David Cone spent time with both the Mets and Yankees. Lisa had a crush on him as well. She had a poster of him hanging up in her bedroom. Serena did not have a poster of him, but she did cry when she watched the 1996 World Series tape that Mamadukes bought her when they talked about his aneurysm. He threw a perfect game for the Yankees and Serena wishes they’d just fire Michael Kay in the YES booth and replace him with David Cone and Paul O’Neil. Commence hilarity.

Tom Seaver is Fred #2’s hero. Lisa spends countless nights on the couch with Fred #2 trying to watch the Mets game while Fred #2 talks over the television about what a great player Seaver was: “He won all of his games 1-0, 2-0, Lisa. Why? Because they weren’t hitting for him. He played with a bunch of nobodies.”

Ron Darling was a very good pitcher and he’s a very good commentator, but more importantly, he’s very handsome. We’ve seen him in person and he is absolutely beautiful. He’s tall, tan, brunette, and glorious. We didn’t get to speak to him, but we did stare at his magnificence from across the bar while we continued to get sloshed for free.

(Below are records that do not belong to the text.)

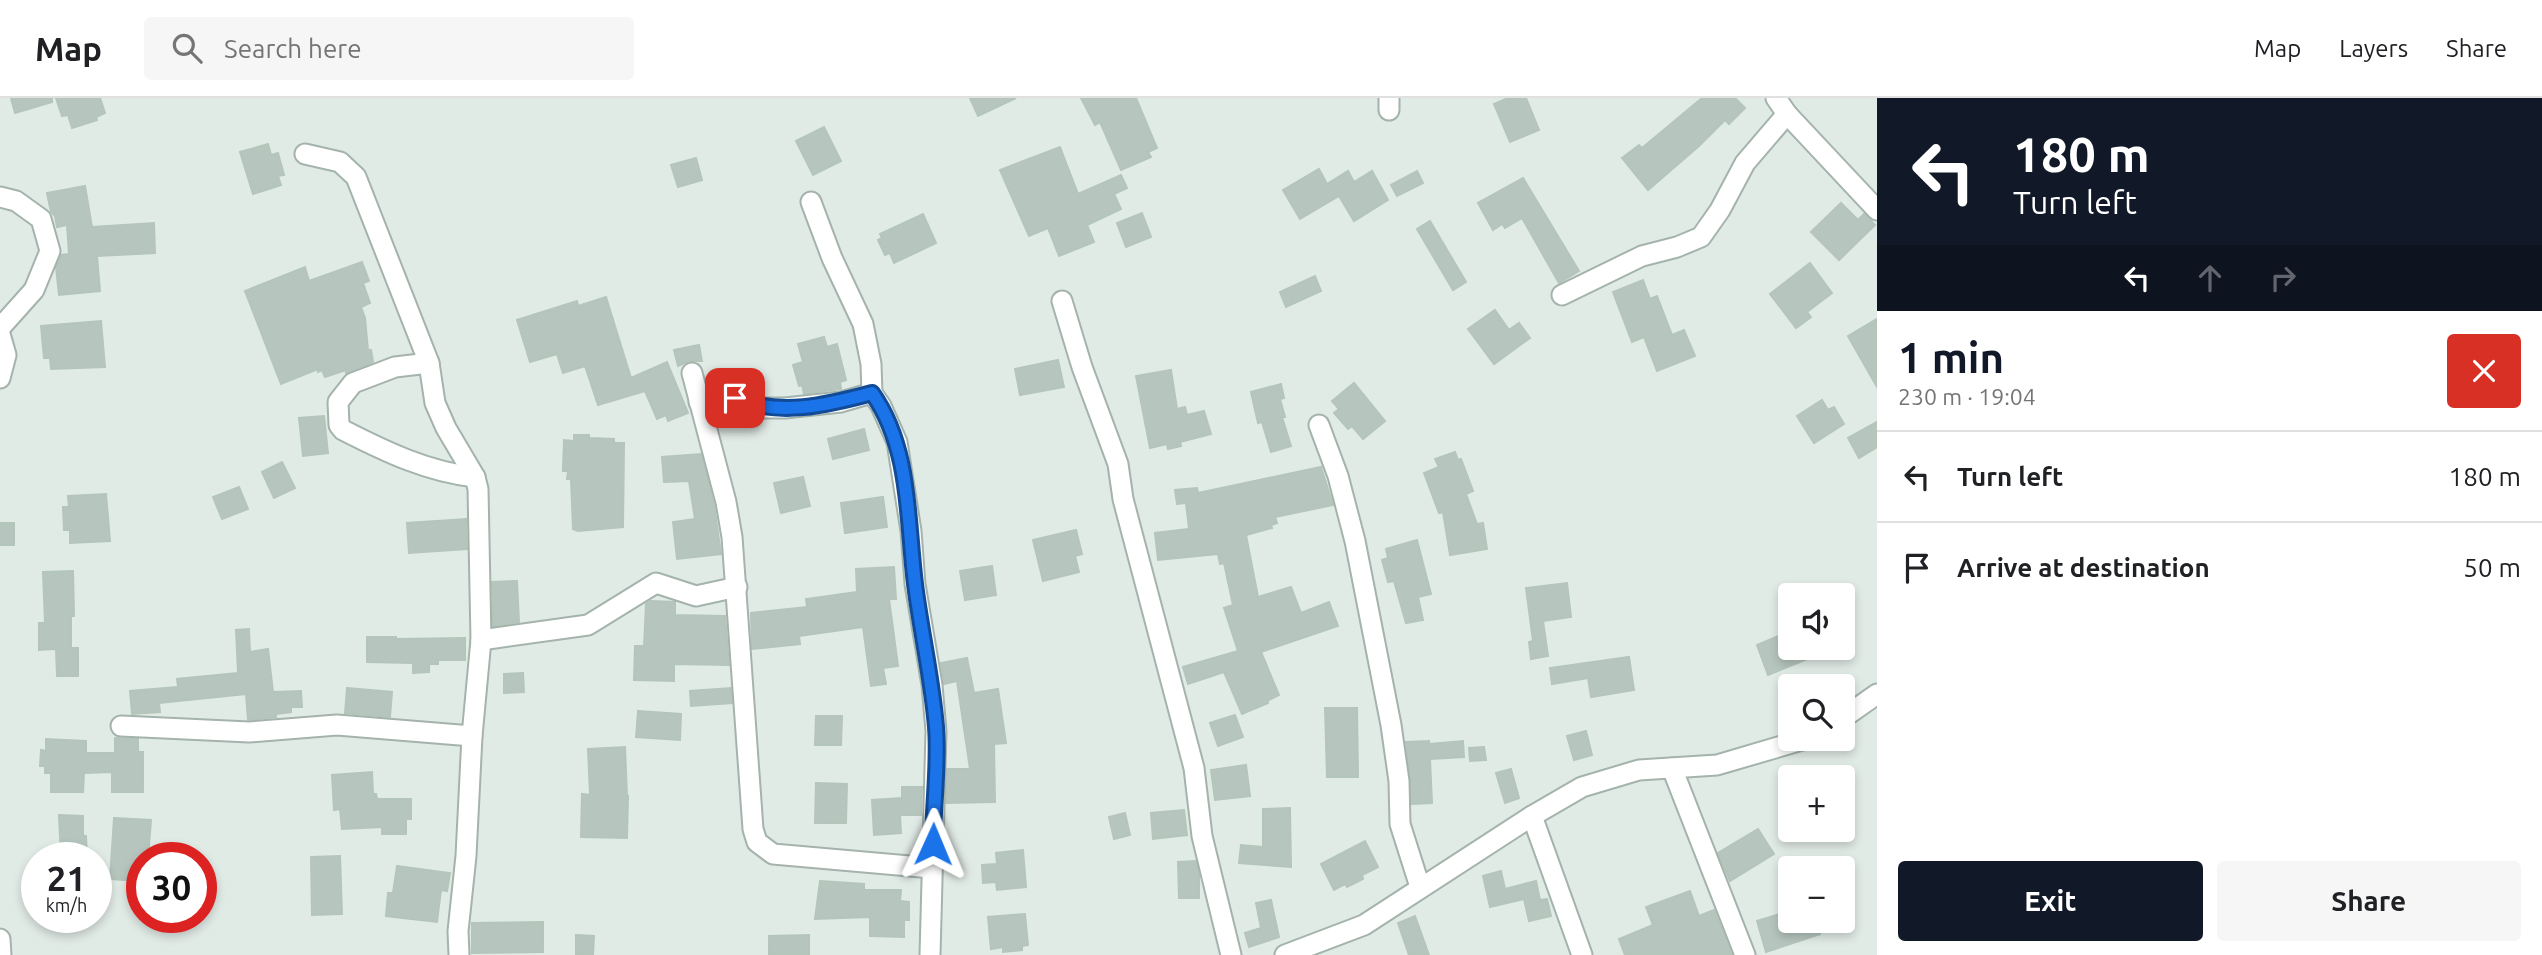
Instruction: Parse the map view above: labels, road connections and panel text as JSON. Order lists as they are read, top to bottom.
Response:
{
  "page": {
    "header": "Map",
    "search": "Search here",
    "nav": ["Map", "Layers", "Share"],
    "turn": ["180 m", "Turn left"],
    "heading": ["1 min", "230 m · 19:04"],
    "list": [
      {
        "name": "Turn left",
        "value": "180 m"
      },
      {
        "name": "Arrive at destination",
        "value": "50 m"
      }
    ],
    "map_buttons": ["+", "−"],
    "speed": "21 km/h",
    "limit": "30",
    "buttons": ["Exit", "Share"]
  }
}
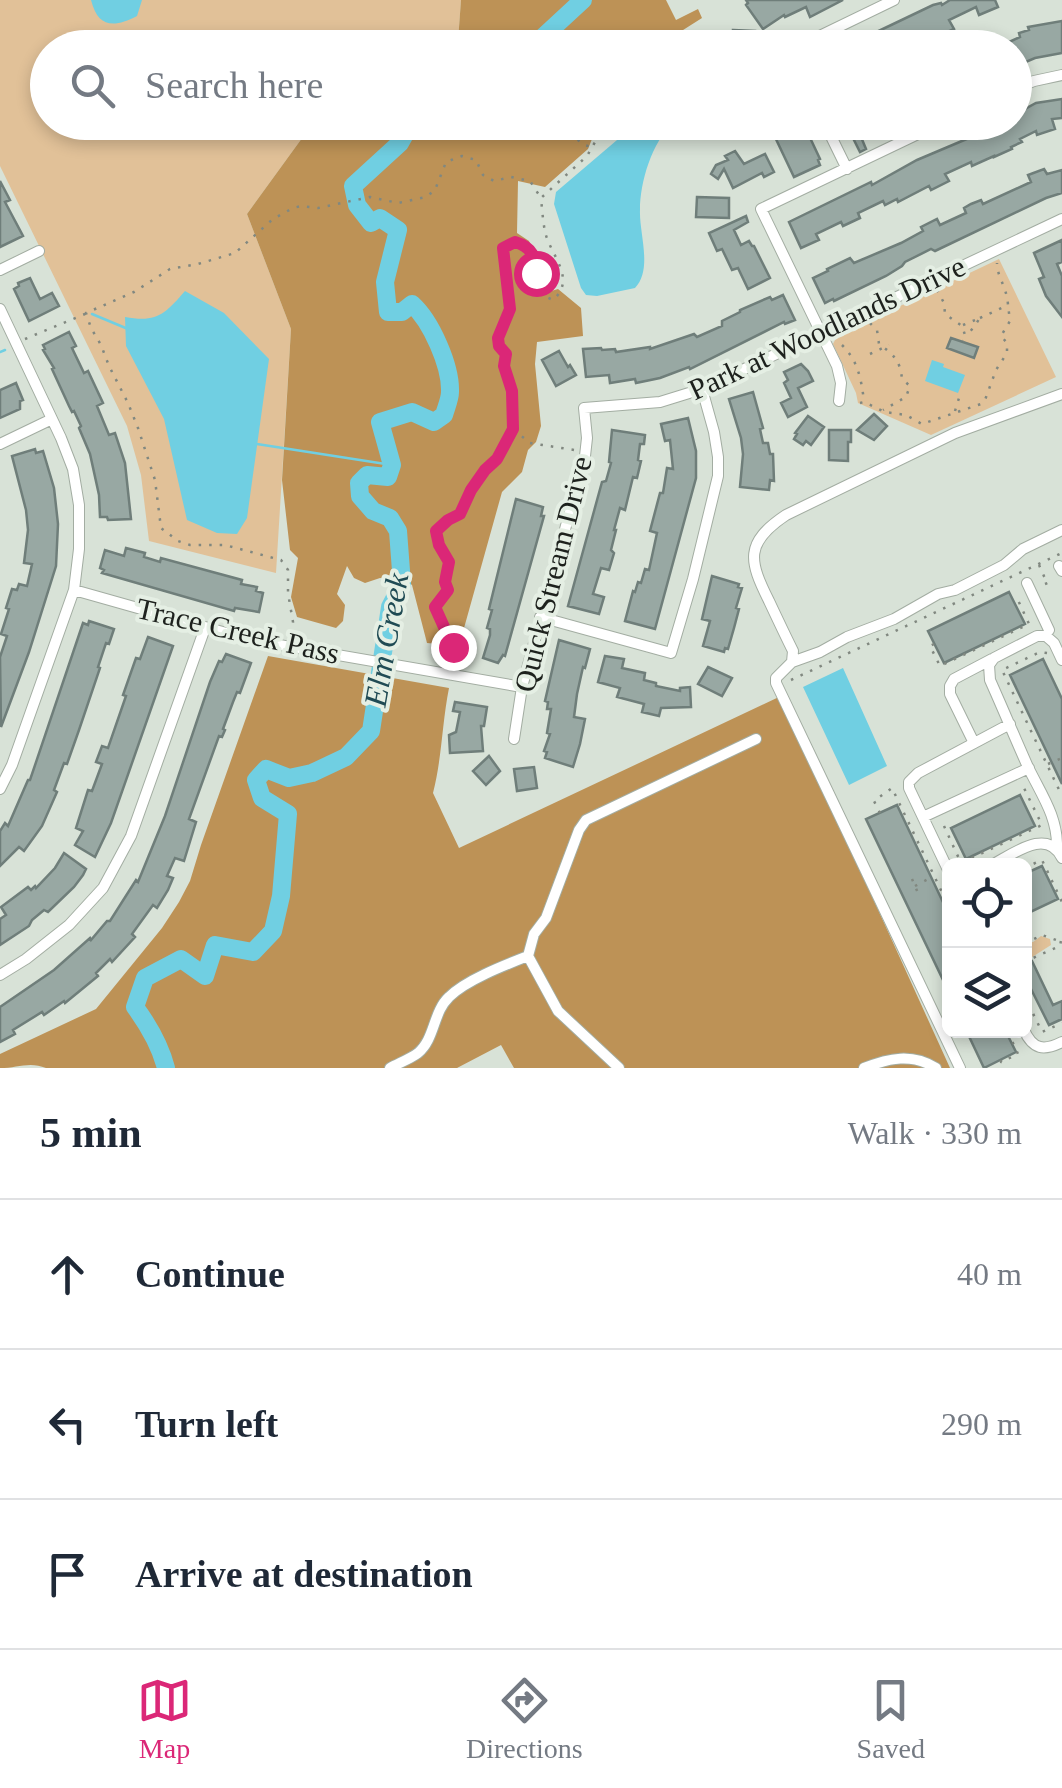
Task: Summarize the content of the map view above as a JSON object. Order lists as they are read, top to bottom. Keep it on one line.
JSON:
{"streets":{"street":["Park at Woodlands Drive","Quick Stream Drive","Trace Creek Pass"]},"crossings":[["Park at Woodlands Drive","Quick Stream Drive"],["Quick Stream Drive","Trace Creek Pass"]],"water":["Elm Creek"],"page":{"search":"Search here","heading":["5 min","Walk · 330 m"],"list":[["Continue","40 m"],["Turn left","290 m"],"Arrive at destination"],"nav":["Map","Directions","Saved"]}}
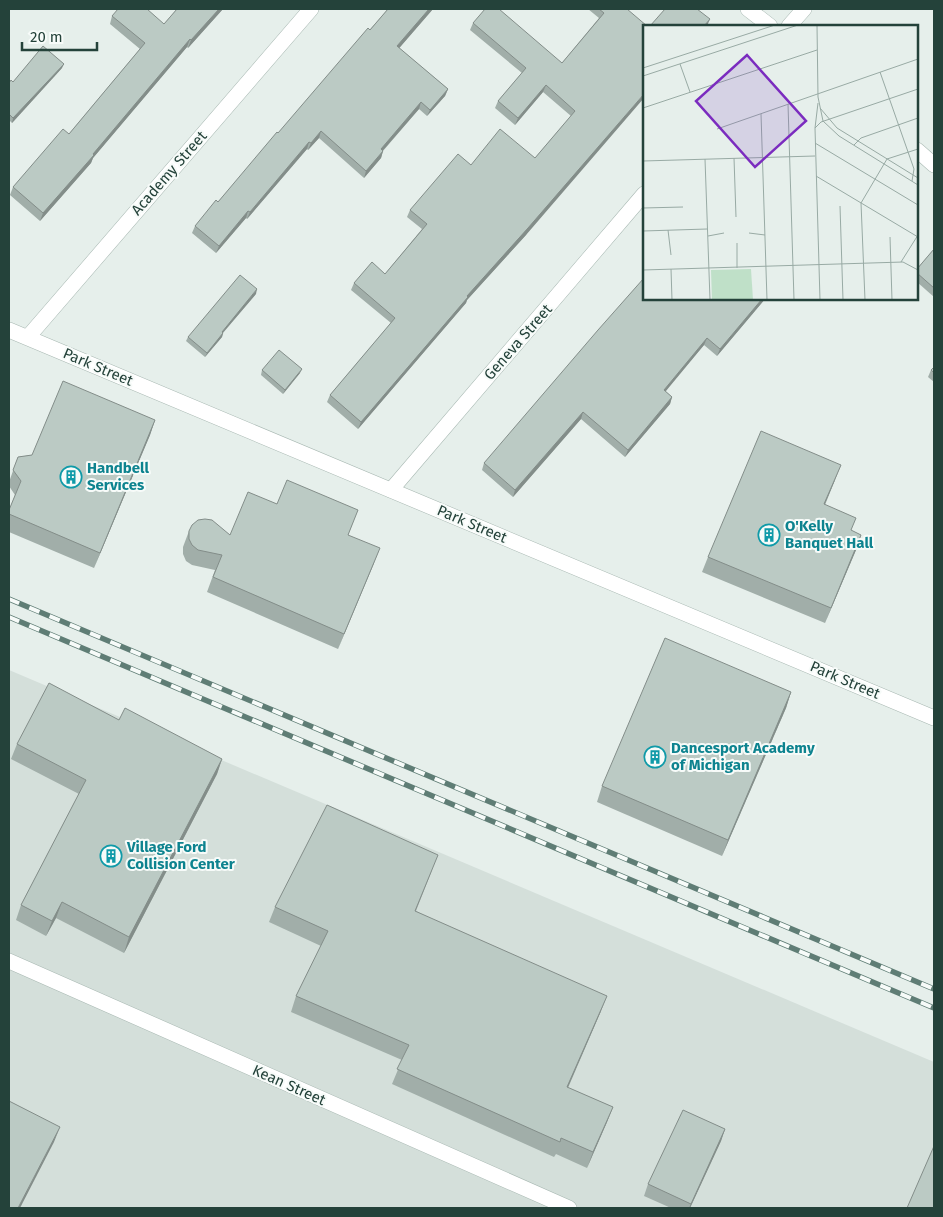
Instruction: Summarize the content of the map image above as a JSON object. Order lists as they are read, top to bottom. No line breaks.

Finally, John Franco, to date, is the only closer that Lisa did not fear coming out of the bullpen. That should count for something.

Just for sh*ts and giggles, we have Todd Zeile because he’s handsome and Lisa used to have a crush on him. He’s going to be our mascot. The End.

Side note: if anyone remembers anything about HoJo in relation to the Howard Johnson Motel chain, whether it’s regarding ownership or a commercial, please message us. It’s driving us crazy.

This week’s a-hole of the week is Carlos Beltran for making it to the All Star roster. Really? He’s a douchenozzle. We can’t believe you’d betray our trust by voting for him. Meanwhile Bryce Harper is on the extra vote ballot. You’re all going to die morons.

In honor of 4th July, we’d like to make the US Armed Forces the TBB Super Hero of the Week. To quote Dazed and Confused, “this summer, when you’re being inundated with all this American bicentennial Fourth of July brouhaha, don’t forget what you’re celebrating, and that’s the fact that a bunch of slave-owning, aristocratic, white males didn’t want to pay their taxes.” Happy 4th of July!

Friday, August 13, 2010

Tim Lincecum Appreciation Day 2010

In celebration of Shark Week, we asked if you wanted a customized, specially made drawing by Serena of a shark. We’re talking a once in a lifetime opportunity here. We’re disappointed to report that one of you claimed that the poll sucked like our blog. Well, guess what, pal? You’re a giant, hairy a-hole and Serena didn’t want to draw a shark for you anyway. At best, you deserve a sea urchin, but even that’s stretching it. 3 of you seemed excited about the amazing gifts she’s already displayed with Clip Art and would love a rare piece of Shark Week artwork. Congratulations to you lucky three. Please send us an email with your contact information and Serena will draw you a shark. If you have a favorite species, please include that as well or else you’re going to get a Great White. 1 individual would prefer to receive a drawing of Lisa’s brontosaurus, Bruno, so guess what? Send us an email with your contact information as well and Lisa will oblige you with a Bruno masterpiece. Finally, 1 person was skeptical and replied, “maybe, what kind of shark are we talking about here?” Well, Mr. or Mrs. The Glass is Half Empty, if you had voted yes, you would’ve gotten to specify what shark you’d get. Now you get nothing. So doom on you.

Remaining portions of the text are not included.